Exercise: Tell how many lines in the listing below contain the word "NUEVO", giving the number alone.
Material provided section start
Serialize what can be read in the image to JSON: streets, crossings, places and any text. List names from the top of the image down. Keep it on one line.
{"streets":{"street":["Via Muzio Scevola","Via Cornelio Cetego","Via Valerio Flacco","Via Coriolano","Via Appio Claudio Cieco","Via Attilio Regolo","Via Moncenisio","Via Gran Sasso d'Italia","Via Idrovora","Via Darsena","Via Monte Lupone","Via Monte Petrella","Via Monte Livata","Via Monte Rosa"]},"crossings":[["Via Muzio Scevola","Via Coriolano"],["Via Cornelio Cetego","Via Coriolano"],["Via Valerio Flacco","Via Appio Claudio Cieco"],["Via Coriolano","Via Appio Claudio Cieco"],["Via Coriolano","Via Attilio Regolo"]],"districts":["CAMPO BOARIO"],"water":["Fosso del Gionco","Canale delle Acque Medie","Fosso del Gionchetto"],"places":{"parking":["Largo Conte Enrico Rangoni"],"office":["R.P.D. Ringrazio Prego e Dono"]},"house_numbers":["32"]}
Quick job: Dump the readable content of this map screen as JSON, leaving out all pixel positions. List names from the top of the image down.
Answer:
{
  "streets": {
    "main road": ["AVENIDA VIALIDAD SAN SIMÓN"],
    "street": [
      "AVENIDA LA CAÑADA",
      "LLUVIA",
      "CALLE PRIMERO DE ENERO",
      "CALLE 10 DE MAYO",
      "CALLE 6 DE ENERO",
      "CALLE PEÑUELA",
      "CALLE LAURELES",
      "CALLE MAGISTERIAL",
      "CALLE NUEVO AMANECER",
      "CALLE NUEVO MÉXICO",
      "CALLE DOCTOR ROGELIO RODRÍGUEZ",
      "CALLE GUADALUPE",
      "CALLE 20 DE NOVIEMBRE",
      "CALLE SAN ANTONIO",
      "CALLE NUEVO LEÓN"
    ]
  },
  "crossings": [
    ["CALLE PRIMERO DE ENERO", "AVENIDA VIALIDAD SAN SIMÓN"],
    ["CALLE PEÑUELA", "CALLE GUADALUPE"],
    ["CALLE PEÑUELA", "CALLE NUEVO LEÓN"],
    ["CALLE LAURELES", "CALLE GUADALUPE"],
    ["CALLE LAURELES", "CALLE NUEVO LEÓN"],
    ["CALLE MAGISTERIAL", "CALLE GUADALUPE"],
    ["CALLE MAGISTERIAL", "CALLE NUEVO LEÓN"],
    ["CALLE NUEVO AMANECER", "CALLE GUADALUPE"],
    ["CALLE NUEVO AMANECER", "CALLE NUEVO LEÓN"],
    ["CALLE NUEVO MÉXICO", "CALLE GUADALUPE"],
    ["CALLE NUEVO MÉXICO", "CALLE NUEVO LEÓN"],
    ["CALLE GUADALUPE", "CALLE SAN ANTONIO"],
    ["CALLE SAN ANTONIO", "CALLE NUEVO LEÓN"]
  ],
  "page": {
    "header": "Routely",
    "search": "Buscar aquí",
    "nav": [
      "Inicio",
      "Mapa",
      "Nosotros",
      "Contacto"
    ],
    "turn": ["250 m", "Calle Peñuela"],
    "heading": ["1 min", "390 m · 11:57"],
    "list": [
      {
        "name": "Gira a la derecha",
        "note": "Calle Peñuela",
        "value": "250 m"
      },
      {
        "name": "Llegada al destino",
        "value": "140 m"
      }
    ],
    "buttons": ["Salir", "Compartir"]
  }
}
Material provided section end
Written reply: 11